Stored items
────────

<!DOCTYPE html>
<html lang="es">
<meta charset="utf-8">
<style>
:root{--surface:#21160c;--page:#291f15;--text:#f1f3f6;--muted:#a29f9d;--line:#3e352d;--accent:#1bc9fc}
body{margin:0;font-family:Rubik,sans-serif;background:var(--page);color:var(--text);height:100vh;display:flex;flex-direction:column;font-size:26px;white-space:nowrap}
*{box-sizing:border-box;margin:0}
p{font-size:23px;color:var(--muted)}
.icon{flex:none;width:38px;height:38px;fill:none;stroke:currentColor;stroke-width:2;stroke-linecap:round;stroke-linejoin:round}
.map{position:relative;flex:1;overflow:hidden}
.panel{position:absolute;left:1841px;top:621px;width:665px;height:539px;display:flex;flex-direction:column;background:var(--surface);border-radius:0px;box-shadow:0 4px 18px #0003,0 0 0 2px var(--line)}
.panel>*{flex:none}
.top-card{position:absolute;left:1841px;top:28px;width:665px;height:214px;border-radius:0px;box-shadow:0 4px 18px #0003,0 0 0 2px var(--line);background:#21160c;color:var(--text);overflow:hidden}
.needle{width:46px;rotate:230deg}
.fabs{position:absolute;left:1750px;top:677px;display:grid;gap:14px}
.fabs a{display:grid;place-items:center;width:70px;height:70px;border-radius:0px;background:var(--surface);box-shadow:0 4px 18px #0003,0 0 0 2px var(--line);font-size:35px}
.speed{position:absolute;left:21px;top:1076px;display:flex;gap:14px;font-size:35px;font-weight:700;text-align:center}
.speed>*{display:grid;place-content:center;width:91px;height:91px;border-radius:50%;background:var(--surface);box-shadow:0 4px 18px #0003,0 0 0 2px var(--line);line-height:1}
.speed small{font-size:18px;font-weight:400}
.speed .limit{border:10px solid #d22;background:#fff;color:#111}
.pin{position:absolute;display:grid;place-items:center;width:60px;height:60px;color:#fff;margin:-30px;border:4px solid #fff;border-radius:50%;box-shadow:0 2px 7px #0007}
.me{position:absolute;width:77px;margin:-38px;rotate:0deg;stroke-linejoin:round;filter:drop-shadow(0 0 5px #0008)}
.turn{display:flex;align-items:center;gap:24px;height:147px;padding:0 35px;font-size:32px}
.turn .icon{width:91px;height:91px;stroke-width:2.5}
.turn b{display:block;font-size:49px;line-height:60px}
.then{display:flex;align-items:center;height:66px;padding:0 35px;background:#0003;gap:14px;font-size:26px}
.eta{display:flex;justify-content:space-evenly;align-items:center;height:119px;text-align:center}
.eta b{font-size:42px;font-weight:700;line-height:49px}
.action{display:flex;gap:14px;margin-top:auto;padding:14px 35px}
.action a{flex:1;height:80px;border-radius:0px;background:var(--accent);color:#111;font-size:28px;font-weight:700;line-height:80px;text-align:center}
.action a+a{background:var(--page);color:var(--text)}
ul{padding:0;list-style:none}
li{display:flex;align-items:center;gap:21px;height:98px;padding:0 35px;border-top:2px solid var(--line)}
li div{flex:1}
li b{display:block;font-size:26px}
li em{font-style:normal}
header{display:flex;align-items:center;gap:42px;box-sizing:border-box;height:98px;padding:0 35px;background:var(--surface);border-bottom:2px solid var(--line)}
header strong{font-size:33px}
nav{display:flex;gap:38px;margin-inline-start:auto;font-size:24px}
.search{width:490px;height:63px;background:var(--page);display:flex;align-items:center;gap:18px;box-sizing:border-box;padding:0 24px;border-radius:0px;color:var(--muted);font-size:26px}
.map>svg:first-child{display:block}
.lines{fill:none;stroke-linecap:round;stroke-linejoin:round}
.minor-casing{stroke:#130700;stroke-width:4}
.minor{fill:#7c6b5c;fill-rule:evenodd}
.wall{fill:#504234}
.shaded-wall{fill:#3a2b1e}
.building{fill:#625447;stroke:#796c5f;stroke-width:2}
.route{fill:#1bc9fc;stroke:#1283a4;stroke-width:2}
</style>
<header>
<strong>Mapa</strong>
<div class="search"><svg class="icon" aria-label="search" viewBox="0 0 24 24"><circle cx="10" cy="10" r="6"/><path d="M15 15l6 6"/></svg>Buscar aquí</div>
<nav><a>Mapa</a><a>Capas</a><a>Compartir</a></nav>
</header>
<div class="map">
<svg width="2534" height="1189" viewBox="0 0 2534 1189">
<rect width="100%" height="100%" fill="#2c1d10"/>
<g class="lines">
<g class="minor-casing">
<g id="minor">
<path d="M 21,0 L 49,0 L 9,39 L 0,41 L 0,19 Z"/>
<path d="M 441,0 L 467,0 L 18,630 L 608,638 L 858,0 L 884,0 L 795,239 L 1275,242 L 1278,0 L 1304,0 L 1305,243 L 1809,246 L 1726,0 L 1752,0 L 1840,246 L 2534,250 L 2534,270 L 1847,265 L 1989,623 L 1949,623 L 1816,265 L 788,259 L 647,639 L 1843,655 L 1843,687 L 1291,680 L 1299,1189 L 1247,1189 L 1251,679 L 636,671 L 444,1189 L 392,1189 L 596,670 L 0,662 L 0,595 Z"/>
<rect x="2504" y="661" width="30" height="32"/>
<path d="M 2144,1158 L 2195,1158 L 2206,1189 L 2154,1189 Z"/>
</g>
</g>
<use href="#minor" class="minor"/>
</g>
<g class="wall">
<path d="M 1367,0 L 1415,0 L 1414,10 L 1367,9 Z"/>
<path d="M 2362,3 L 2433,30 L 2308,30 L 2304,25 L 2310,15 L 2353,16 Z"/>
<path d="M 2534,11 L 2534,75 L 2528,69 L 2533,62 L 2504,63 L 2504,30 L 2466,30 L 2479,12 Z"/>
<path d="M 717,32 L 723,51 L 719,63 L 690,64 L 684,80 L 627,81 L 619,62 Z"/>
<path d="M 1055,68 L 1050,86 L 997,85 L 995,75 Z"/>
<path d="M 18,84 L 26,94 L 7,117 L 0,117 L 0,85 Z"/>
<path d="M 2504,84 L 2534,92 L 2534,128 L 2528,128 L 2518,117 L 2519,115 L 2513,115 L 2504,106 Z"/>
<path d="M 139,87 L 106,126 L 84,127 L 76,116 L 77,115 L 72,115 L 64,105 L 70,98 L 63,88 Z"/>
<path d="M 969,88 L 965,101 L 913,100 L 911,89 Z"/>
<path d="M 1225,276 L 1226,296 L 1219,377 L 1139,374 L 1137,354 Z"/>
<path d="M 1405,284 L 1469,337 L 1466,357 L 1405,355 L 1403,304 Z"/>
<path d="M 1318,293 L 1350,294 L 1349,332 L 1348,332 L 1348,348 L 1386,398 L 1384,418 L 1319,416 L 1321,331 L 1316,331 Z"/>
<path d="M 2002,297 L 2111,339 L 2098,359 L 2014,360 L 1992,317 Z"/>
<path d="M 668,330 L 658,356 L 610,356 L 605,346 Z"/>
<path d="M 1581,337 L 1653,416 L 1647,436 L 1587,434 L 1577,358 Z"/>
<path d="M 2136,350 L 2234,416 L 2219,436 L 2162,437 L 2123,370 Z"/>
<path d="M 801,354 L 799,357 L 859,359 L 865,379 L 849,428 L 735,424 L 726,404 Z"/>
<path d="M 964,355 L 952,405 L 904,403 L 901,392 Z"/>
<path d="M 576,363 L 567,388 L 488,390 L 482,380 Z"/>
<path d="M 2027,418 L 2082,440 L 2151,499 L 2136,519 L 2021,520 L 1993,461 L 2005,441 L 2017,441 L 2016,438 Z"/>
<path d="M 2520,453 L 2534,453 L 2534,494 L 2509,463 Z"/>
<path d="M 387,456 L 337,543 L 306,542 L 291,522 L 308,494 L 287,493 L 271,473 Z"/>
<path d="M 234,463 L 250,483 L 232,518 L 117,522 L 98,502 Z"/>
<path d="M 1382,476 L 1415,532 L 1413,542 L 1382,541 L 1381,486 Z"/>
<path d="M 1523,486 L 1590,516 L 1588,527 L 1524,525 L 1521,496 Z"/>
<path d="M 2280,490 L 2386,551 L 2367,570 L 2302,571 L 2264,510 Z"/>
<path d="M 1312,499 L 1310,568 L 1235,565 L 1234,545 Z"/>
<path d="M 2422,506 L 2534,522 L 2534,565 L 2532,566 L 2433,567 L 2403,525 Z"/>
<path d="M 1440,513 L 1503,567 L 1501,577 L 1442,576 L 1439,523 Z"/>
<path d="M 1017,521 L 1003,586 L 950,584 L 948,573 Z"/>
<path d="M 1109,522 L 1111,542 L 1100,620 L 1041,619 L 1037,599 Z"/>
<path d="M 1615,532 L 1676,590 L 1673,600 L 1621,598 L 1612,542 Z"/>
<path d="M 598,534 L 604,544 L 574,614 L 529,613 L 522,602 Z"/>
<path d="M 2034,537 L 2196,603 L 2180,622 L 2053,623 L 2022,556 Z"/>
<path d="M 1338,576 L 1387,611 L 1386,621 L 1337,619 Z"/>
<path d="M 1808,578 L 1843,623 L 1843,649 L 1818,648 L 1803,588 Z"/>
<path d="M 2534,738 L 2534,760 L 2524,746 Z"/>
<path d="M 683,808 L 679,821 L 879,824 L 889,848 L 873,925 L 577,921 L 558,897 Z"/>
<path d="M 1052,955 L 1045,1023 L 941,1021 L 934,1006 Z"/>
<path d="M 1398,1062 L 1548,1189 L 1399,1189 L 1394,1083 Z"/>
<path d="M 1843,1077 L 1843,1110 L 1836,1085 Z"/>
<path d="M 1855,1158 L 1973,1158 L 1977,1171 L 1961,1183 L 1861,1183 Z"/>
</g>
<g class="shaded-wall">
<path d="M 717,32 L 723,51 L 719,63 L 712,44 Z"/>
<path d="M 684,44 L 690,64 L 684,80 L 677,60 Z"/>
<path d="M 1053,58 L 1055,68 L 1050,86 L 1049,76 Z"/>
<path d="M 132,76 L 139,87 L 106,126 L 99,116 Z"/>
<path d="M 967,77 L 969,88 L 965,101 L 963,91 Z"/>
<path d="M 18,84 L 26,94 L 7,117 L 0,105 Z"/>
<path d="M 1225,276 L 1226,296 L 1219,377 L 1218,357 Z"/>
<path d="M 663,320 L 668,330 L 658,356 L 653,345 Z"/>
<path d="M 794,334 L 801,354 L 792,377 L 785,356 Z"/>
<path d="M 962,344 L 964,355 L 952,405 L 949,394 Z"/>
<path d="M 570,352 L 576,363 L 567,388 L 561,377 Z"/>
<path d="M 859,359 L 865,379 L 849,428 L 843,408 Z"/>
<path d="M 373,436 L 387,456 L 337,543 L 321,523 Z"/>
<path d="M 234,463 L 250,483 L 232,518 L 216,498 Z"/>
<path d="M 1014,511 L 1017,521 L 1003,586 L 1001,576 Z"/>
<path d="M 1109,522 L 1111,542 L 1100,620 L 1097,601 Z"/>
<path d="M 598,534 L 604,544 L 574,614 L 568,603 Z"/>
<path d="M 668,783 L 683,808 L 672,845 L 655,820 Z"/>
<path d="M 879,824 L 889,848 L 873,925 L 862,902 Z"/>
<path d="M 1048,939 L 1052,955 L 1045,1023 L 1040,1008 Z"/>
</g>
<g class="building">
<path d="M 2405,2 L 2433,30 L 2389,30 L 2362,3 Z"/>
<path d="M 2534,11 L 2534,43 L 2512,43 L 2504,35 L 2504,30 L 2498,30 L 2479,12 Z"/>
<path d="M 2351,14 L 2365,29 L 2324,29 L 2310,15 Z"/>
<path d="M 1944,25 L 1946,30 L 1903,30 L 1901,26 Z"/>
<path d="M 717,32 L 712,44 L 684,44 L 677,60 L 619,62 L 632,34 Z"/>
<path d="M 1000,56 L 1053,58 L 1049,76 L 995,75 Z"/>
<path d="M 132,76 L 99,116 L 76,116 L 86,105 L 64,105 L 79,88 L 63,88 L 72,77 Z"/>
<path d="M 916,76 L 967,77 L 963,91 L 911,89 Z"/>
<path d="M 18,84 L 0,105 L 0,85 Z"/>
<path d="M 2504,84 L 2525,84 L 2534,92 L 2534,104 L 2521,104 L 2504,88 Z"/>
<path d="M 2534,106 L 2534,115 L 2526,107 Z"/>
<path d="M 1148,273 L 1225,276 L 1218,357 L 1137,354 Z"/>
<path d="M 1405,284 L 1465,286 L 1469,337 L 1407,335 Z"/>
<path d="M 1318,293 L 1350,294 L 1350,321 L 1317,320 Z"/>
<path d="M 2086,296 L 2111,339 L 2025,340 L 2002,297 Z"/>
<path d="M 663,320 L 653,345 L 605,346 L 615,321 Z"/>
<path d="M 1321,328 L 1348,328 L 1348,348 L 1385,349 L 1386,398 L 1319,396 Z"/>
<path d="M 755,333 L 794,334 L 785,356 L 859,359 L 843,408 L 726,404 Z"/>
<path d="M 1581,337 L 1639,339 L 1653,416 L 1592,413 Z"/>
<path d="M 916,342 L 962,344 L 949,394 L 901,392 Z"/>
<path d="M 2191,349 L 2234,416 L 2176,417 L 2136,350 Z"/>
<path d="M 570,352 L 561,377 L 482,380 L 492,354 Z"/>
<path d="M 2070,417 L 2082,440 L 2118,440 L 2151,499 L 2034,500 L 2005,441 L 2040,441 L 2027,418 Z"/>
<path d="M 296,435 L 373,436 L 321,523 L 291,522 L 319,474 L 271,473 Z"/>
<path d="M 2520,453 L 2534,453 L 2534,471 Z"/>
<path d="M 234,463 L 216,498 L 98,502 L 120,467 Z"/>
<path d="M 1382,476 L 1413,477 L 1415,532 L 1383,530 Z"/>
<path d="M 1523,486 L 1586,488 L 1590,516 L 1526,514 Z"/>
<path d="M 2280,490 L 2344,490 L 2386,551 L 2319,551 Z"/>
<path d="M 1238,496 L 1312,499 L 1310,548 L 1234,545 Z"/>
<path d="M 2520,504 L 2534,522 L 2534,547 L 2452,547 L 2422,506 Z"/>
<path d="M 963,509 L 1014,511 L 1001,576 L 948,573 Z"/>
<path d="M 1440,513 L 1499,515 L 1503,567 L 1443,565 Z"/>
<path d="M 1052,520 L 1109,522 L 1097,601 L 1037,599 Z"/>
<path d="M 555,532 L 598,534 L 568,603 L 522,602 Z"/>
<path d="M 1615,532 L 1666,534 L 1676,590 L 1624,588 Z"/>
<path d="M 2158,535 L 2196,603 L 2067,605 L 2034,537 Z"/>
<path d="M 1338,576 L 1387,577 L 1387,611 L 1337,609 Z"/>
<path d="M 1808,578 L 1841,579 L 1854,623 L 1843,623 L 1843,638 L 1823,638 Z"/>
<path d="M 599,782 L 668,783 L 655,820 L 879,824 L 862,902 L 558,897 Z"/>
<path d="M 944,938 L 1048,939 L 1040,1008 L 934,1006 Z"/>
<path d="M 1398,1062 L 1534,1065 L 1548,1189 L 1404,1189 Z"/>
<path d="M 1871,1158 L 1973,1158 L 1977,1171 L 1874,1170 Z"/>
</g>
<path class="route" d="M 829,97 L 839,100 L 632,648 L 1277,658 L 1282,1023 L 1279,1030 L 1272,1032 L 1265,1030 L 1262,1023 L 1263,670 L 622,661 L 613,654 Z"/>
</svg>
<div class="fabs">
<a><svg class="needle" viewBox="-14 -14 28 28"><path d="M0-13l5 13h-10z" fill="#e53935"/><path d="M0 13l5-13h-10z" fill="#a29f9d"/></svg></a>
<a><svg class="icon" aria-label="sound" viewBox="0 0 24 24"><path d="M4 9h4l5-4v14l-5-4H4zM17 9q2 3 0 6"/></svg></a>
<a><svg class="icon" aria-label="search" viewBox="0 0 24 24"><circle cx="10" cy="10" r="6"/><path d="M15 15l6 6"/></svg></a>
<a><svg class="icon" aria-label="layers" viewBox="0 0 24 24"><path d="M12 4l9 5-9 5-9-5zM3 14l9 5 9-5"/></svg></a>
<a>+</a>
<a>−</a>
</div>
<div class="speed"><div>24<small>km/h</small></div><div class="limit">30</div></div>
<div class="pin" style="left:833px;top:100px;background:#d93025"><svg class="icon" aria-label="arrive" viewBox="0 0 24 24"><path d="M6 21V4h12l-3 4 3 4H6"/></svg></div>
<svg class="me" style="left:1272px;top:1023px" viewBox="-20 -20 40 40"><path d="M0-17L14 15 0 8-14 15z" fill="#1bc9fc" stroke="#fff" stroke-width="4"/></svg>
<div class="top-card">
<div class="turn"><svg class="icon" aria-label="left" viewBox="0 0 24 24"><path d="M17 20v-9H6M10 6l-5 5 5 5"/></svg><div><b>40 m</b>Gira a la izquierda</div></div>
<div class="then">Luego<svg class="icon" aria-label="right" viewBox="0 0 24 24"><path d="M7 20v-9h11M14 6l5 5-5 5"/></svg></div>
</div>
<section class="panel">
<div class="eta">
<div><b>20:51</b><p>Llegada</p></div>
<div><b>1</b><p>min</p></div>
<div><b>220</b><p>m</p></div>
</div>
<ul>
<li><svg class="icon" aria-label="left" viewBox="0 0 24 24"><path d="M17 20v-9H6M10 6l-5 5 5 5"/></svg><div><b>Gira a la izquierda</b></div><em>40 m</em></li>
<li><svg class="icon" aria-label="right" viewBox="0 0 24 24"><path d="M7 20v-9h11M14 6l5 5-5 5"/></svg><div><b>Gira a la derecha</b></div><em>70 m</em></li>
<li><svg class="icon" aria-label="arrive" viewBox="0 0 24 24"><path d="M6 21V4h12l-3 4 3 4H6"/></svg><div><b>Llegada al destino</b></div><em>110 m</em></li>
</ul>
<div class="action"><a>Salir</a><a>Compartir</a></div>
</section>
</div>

────────

Problem details
From the records above, transcribe without alteration every line from the one with "1350,294 L 1350,321" to the one with "1382,476 L 1413,477", inclusive.

Answer below
<path d="M 1318,293 L 1350,294 L 1350,321 L 1317,320 Z"/>
<path d="M 2086,296 L 2111,339 L 2025,340 L 2002,297 Z"/>
<path d="M 663,320 L 653,345 L 605,346 L 615,321 Z"/>
<path d="M 1321,328 L 1348,328 L 1348,348 L 1385,349 L 1386,398 L 1319,396 Z"/>
<path d="M 755,333 L 794,334 L 785,356 L 859,359 L 843,408 L 726,404 Z"/>
<path d="M 1581,337 L 1639,339 L 1653,416 L 1592,413 Z"/>
<path d="M 916,342 L 962,344 L 949,394 L 901,392 Z"/>
<path d="M 2191,349 L 2234,416 L 2176,417 L 2136,350 Z"/>
<path d="M 570,352 L 561,377 L 482,380 L 492,354 Z"/>
<path d="M 2070,417 L 2082,440 L 2118,440 L 2151,499 L 2034,500 L 2005,441 L 2040,441 L 2027,418 Z"/>
<path d="M 296,435 L 373,436 L 321,523 L 291,522 L 319,474 L 271,473 Z"/>
<path d="M 2520,453 L 2534,453 L 2534,471 Z"/>
<path d="M 234,463 L 216,498 L 98,502 L 120,467 Z"/>
<path d="M 1382,476 L 1413,477 L 1415,532 L 1383,530 Z"/>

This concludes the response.